Assigned task
Among the entries, find each line that includes the string "School" and list it.

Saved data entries
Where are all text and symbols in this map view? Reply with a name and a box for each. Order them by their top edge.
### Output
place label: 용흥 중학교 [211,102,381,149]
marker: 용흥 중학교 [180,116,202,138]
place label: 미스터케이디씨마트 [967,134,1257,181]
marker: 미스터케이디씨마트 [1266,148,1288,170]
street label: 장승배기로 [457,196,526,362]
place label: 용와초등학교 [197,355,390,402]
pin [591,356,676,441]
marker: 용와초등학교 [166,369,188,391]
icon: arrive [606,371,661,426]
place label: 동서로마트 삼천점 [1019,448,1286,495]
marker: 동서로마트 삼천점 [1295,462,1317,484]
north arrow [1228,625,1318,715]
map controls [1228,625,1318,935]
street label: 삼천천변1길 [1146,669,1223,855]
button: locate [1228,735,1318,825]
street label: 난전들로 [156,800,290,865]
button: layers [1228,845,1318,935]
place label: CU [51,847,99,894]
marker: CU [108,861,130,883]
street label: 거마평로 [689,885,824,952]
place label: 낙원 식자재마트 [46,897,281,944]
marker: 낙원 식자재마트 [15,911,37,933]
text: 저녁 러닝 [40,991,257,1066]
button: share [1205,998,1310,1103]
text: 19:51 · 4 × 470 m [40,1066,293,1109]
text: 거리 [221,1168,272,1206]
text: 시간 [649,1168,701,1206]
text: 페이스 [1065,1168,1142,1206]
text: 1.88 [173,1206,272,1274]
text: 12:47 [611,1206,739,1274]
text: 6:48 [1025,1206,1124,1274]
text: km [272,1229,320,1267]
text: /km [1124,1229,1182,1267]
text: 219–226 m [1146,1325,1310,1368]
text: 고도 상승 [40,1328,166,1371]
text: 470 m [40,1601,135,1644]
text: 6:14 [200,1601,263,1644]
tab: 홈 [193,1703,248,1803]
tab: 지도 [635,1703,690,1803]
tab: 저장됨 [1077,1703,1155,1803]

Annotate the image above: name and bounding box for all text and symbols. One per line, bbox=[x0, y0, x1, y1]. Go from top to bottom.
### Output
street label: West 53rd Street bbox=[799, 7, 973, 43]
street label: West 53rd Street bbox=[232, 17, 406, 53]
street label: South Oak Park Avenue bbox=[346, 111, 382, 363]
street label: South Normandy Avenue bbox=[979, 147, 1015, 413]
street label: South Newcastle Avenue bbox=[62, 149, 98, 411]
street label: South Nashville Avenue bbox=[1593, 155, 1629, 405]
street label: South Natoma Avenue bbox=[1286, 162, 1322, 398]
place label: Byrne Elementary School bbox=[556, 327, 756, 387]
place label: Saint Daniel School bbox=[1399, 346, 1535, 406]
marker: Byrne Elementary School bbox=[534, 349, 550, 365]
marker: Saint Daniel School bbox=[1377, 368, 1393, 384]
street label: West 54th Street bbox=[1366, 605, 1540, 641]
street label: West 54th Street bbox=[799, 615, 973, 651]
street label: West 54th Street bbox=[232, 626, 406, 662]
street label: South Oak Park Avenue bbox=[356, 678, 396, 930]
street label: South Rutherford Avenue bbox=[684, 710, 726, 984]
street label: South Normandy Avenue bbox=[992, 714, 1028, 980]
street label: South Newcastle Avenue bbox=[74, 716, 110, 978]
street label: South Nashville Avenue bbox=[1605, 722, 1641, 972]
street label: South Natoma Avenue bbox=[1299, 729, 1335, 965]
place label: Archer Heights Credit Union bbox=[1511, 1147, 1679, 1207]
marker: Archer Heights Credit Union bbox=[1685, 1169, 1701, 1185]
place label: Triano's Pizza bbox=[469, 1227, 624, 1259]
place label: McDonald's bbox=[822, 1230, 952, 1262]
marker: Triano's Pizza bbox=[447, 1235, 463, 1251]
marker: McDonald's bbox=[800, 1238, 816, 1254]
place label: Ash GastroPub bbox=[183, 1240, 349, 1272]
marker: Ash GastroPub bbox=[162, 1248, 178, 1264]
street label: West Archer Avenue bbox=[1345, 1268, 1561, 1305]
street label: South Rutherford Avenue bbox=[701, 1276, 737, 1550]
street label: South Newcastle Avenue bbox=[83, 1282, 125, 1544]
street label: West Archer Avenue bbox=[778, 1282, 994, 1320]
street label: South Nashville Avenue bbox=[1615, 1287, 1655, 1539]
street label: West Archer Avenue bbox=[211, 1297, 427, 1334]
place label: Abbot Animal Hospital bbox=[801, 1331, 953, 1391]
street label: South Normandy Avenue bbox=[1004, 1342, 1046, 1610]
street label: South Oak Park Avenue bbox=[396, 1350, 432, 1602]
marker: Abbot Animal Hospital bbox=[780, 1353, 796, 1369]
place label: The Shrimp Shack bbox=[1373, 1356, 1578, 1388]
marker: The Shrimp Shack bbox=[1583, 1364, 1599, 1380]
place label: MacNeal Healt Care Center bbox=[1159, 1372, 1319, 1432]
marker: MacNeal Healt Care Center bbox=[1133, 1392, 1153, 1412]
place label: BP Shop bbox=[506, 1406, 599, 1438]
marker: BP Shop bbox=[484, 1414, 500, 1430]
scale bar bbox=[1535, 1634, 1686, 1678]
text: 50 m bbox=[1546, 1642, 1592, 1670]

Solution below
place label: Byrne Elementary School bbox=[556, 327, 756, 387]
place label: Saint Daniel School bbox=[1399, 346, 1535, 406]
marker: Byrne Elementary School bbox=[534, 349, 550, 365]
marker: Saint Daniel School bbox=[1377, 368, 1393, 384]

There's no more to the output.